**RECORDS PROVIDED**

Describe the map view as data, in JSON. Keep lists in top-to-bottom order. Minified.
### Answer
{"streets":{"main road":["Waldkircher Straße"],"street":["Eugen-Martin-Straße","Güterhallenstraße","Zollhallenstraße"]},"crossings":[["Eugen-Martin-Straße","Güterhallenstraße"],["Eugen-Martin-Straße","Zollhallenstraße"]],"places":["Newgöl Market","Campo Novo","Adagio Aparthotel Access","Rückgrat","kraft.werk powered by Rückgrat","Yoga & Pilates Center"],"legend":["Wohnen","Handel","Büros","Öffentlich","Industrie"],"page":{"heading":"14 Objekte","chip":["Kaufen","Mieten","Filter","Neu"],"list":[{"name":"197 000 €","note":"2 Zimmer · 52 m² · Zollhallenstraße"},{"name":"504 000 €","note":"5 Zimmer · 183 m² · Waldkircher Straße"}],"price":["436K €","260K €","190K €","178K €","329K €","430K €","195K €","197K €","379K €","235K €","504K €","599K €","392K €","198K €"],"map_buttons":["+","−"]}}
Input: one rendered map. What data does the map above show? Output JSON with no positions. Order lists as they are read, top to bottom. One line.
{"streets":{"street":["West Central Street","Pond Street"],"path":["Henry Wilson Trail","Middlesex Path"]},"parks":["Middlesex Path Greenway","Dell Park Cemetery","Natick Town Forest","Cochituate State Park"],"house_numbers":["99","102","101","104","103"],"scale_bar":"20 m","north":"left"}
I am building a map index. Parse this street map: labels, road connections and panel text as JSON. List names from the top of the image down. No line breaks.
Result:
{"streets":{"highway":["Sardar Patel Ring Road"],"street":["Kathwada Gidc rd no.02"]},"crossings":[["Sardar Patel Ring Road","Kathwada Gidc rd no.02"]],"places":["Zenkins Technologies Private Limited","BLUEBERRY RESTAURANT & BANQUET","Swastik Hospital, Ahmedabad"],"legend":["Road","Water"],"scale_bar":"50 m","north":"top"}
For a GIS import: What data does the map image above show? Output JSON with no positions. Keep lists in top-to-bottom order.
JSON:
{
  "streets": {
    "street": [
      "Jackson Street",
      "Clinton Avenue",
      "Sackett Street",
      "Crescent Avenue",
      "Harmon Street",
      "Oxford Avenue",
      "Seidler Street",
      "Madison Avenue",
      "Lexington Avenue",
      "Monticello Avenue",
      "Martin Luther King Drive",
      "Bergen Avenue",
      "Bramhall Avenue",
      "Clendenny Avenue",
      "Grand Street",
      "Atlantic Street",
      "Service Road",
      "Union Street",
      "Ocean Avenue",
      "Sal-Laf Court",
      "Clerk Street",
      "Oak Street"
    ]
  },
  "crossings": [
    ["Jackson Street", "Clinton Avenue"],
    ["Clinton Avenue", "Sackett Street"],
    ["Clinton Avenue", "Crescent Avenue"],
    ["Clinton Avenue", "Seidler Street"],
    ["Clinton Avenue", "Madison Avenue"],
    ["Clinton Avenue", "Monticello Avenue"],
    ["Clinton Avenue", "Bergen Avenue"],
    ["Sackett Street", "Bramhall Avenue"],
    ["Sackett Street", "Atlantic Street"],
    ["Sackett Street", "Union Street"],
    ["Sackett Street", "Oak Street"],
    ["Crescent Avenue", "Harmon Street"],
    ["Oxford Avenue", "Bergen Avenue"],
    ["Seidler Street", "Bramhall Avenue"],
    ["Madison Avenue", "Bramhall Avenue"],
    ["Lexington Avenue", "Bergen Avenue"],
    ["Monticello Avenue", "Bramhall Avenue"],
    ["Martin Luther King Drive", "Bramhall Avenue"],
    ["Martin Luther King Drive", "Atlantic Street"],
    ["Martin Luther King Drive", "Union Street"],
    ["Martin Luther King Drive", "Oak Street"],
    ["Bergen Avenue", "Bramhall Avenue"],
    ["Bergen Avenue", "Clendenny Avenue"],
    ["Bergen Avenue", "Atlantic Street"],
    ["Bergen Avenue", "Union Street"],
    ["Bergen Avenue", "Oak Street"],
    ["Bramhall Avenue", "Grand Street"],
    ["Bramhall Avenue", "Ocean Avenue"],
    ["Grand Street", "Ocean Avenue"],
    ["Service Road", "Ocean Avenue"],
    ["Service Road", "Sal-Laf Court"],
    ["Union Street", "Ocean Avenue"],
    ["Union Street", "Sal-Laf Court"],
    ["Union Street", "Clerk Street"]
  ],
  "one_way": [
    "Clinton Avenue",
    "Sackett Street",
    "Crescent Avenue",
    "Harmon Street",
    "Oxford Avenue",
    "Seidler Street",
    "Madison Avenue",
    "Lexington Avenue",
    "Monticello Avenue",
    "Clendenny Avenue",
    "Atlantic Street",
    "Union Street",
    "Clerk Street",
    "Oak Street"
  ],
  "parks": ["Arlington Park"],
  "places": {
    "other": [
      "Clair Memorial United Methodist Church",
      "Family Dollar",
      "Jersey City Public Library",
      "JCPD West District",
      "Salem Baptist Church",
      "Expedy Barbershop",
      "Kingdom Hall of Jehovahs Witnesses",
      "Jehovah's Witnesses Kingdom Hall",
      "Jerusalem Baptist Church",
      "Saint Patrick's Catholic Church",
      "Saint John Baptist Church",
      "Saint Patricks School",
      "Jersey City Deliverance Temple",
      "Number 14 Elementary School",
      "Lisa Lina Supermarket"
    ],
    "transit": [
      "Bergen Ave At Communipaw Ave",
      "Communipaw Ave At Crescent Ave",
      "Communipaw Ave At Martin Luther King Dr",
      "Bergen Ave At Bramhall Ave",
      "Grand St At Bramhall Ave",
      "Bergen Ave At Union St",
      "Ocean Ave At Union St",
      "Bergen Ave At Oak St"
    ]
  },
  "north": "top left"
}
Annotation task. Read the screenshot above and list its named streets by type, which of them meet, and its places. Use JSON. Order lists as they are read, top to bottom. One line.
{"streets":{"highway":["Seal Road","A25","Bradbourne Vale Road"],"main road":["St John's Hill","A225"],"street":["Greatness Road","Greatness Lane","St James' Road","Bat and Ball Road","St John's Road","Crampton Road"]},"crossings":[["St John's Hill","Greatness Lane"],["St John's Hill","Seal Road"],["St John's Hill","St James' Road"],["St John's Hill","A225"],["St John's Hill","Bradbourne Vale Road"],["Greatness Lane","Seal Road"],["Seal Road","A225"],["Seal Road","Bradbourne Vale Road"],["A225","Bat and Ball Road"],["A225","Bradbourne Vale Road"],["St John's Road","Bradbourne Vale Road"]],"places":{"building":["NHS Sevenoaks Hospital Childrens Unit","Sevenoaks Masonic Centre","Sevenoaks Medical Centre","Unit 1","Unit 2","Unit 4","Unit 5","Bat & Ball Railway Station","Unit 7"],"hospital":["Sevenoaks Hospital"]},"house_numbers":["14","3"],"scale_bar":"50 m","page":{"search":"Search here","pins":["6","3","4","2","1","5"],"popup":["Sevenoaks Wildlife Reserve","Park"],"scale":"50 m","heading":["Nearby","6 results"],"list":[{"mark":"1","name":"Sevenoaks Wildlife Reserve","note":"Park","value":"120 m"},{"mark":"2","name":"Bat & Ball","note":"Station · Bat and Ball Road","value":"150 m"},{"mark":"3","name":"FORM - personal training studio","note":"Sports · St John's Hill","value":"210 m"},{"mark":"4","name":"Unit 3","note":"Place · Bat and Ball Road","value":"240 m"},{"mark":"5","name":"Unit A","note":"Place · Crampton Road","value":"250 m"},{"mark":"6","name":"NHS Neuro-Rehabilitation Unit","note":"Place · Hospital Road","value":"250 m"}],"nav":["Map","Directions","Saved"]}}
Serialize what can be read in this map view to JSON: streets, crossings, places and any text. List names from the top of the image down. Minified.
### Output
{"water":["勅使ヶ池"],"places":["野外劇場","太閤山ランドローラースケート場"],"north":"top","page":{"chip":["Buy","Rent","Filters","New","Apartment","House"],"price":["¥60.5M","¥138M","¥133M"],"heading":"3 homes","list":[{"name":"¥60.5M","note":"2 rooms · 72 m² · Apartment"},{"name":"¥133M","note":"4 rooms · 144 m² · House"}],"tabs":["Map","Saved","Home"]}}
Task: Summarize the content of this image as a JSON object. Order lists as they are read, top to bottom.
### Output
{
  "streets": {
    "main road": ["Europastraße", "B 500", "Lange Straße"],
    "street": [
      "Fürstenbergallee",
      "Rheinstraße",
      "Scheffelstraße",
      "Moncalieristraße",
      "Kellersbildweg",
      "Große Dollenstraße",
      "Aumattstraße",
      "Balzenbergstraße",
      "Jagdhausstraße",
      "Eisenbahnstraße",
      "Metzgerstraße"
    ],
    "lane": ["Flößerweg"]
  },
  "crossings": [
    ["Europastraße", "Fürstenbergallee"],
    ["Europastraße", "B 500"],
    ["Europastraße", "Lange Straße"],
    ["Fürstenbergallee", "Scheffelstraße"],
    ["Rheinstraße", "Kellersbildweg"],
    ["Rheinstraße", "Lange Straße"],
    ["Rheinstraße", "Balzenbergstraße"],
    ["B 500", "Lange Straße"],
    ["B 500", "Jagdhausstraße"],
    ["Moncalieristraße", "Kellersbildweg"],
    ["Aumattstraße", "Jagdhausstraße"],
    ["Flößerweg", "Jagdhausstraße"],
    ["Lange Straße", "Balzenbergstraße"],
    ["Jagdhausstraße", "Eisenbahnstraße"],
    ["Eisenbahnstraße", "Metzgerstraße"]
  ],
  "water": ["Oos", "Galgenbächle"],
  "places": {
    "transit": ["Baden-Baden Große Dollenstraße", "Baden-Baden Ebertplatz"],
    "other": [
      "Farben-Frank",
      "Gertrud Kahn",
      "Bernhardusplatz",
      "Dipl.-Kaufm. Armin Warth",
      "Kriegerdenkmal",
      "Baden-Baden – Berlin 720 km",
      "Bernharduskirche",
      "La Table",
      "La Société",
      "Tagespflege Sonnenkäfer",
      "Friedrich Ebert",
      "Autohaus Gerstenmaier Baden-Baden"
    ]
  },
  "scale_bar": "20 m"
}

**WHAT YOU SHOULD DO**
Give back the opening line of the records above and every line after it, up to and including the one with "I am building", unchanged.

**TASK RESPONSE**
Describe the map view as data, in JSON. Keep lists in top-to-bottom order. Minified.
### Answer
{"streets":{"main road":["Waldkircher Straße"],"street":["Eugen-Martin-Straße","Güterhallenstraße","Zollhallenstraße"]},"crossings":[["Eugen-Martin-Straße","Güterhallenstraße"],["Eugen-Martin-Straße","Zollhallenstraße"]],"places":["Newgöl Market","Campo Novo","Adagio Aparthotel Access","Rückgrat","kraft.werk powered by Rückgrat","Yoga & Pilates Center"],"legend":["Wohnen","Handel","Büros","Öffentlich","Industrie"],"page":{"heading":"14 Objekte","chip":["Kaufen","Mieten","Filter","Neu"],"list":[{"name":"197 000 €","note":"2 Zimmer · 52 m² · Zollhallenstraße"},{"name":"504 000 €","note":"5 Zimmer · 183 m² · Waldkircher Straße"}],"price":["436K €","260K €","190K €","178K €","329K €","430K €","195K €","197K €","379K €","235K €","504K €","599K €","392K €","198K €"],"map_buttons":["+","−"]}}
Input: one rendered map. What data does the map above show? Output JSON with no positions. Order lists as they are read, top to bottom. One line.
{"streets":{"street":["West Central Street","Pond Street"],"path":["Henry Wilson Trail","Middlesex Path"]},"parks":["Middlesex Path Greenway","Dell Park Cemetery","Natick Town Forest","Cochituate State Park"],"house_numbers":["99","102","101","104","103"],"scale_bar":"20 m","north":"left"}
I am building a map index. Parse this street map: labels, road connections and panel text as JSON. List names from the top of the image down. No line breaks.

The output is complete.